With love… and making a beeline for the tub even though I know the messes will mount in my absence…
P.S. Along these lines, I asked Greg a couple weeks ago to make a list of what he does to get ready for bed. I told him it wasn’t a computer programming test — as in, he needn’t write down the minutiae of each task — but he should cover all the main things he does from the point he thinks “I should get ready for bed” until he’s in it and ready to sleep.
Here’s his list:
- Brush teeth
- Wash face or shower
- Get clothes for next day
- Change into bed clothes
- Put on wrist brace, nightguards
- Turn off unused lights
- Watch a show if time
Here’s my list:
- Is it going to rain? Did we take the hammock chairs down? Did we leave anything outside that can’t get wet? If yes, take care of it or ask someone else to do it.
- Are the oven and stove off? Check.
- Have the kids come downstairs to ask for a later bedtime/screen time? If yes, do nothing. If no, check in with them re: bed/screen expectations so they’re not coming into our room at midnight to ask.
- Feed dogs (or make sure they were fed tonight), check water, give meds.

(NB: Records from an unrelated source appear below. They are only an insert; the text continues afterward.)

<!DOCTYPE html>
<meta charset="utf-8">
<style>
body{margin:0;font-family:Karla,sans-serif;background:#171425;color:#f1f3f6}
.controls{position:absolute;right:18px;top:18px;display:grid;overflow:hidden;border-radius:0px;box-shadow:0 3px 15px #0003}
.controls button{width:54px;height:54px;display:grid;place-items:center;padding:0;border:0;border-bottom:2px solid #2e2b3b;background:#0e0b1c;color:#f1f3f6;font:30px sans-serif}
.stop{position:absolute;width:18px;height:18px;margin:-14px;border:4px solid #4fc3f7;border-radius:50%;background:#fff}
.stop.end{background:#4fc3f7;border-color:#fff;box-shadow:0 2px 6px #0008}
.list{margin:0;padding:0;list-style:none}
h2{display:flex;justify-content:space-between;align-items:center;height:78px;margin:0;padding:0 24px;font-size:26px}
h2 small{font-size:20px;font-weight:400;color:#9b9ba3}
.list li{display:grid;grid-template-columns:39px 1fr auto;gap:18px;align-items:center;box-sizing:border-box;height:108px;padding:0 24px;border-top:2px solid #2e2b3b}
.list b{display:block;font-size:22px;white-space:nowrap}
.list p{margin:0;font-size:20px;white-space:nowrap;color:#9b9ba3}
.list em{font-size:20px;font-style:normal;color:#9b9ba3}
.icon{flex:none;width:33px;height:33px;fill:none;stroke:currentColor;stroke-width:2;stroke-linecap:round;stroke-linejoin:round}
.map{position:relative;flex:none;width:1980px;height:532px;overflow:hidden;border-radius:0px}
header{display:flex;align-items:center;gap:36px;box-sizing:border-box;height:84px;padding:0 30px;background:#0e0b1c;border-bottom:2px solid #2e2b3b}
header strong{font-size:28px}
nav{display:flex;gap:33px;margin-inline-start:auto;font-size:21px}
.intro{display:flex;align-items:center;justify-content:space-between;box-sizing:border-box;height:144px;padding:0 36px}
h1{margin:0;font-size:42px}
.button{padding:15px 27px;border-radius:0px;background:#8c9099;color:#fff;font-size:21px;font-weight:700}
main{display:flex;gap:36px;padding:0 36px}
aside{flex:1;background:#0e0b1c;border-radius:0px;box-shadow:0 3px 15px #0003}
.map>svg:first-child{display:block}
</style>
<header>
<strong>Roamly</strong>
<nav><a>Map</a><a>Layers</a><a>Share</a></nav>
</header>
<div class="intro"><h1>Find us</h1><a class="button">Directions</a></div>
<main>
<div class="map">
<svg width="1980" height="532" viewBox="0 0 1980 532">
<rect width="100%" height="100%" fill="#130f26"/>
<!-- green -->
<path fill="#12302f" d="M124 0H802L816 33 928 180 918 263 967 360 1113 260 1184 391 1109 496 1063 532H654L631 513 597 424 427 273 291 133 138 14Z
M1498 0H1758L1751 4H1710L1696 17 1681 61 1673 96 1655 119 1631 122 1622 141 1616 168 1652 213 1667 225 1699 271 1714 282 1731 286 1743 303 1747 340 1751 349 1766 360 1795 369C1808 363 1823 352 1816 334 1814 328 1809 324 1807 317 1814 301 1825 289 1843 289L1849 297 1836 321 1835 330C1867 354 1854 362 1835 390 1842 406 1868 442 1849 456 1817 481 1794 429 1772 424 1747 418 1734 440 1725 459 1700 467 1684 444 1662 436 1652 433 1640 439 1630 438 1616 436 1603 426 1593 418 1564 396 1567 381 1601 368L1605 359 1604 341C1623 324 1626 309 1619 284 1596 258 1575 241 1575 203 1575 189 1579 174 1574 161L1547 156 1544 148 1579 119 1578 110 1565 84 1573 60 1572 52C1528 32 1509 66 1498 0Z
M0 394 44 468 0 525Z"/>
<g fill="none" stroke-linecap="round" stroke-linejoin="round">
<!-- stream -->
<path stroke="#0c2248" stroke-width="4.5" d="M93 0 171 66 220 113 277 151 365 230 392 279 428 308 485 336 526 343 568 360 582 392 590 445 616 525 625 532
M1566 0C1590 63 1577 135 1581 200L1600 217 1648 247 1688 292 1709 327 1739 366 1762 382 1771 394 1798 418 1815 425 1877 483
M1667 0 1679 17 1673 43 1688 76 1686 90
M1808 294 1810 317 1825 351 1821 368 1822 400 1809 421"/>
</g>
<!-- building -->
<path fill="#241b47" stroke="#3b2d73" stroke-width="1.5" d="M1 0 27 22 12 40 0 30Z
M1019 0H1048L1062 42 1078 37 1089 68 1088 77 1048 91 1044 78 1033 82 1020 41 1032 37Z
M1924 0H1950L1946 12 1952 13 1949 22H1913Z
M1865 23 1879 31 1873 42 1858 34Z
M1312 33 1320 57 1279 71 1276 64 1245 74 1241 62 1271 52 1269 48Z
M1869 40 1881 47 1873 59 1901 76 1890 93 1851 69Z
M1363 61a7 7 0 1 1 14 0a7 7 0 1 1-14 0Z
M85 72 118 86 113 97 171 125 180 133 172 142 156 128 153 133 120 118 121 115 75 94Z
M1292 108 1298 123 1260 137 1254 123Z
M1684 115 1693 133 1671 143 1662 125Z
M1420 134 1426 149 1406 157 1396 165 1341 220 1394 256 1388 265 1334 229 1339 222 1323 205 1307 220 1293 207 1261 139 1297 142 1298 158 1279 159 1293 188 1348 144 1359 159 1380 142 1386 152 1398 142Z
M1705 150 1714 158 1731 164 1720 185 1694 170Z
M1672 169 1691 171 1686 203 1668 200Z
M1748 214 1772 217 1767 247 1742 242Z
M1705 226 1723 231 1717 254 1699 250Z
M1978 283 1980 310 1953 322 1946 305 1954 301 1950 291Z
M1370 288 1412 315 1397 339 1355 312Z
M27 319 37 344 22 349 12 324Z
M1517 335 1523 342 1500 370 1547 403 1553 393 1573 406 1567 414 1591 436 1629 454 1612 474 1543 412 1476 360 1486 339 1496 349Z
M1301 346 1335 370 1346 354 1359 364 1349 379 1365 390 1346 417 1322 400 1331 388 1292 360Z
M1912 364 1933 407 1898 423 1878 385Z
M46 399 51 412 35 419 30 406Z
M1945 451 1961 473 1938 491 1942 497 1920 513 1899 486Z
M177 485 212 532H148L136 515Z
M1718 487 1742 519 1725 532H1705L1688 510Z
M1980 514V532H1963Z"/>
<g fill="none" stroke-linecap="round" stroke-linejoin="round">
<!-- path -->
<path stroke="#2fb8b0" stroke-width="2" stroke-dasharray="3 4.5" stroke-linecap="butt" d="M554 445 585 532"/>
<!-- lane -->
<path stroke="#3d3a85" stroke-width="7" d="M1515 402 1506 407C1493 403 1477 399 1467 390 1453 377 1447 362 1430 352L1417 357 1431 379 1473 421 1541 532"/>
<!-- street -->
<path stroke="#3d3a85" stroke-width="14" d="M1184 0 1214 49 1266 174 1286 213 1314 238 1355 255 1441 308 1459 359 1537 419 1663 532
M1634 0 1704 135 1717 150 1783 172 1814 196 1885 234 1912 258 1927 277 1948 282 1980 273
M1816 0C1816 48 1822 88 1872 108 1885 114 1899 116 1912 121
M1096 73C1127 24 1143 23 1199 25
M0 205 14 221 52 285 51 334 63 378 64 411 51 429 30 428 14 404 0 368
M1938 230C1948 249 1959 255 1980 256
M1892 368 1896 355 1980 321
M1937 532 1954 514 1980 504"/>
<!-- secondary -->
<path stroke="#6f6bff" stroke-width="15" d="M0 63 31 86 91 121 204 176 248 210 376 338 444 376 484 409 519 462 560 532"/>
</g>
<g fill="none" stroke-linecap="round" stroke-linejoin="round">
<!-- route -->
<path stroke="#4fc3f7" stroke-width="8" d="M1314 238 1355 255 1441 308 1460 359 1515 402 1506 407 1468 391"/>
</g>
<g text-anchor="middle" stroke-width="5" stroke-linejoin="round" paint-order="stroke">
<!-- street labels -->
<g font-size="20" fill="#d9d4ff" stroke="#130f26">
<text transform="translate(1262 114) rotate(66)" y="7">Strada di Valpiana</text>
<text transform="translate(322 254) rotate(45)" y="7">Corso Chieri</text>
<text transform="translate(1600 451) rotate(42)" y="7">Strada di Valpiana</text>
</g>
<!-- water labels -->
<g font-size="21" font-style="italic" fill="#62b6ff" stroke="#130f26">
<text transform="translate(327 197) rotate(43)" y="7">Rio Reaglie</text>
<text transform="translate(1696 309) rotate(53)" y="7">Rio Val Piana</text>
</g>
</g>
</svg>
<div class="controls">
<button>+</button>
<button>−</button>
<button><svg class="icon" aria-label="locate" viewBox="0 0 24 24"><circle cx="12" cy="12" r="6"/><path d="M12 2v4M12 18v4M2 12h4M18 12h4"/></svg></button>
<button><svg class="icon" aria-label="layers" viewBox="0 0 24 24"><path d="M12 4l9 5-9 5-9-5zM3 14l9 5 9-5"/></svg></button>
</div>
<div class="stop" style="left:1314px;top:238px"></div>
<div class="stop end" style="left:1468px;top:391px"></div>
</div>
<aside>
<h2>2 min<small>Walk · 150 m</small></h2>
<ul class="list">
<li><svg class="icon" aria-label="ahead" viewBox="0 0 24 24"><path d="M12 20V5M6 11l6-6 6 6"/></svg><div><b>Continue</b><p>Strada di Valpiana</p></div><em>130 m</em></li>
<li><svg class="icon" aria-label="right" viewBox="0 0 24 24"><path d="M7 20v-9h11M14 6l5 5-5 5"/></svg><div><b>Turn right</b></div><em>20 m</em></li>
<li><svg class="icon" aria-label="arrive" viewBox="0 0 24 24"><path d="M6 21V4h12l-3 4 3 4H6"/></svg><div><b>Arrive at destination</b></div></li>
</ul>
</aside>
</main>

- If dinner food is still out, ask Greg to put it away. Remind kids to do their kitchen chores.
- Lock back door, garage doors, turn off garage lights, mantle lights. Lock front door, turn off porch lights.
- Brush teeth/wash face/Shower. Wipe down shower with cleaning spray and sponge. Spot clean shower curtain liner.
- Wipe down bathroom counter.
- Change into bed clothes.
- Put dirty clothes in bin, evaluate how full it is, if full either start laundry or ask Greg to. If starting laundry, add towels and get new/clean towels for bathroom.
- Nightguards, earplugs, and sleep meds.
- Turn off unused lights (check with kids re: upstairs lights, too).
I share these not to suggest I do more than Greg to get ready for bed. Often, by the time I’m done delegating tasks or asking Greg to follow up with kids on my list of things, he does more than I do. I share these to point out the mental labor of Seeing Things and Making Sure They’re Done. And this is JUST bedtime. It’s not dinner time or game time or yard chores or daily chores or weekend chores or school work or grocery shopping or bills or car maintenance or any of the other Infinite Things that Need Seeing.
P.P.S. I’m Very Tired.
P.P.P.S. This is my friend Paul watching kale grow because that’s the kind of thing we do in COVID times. Also, he looks in this pic like I feel.
P.P.P.P.S. And how I feel is Very Tired, which I may or may not have already told you.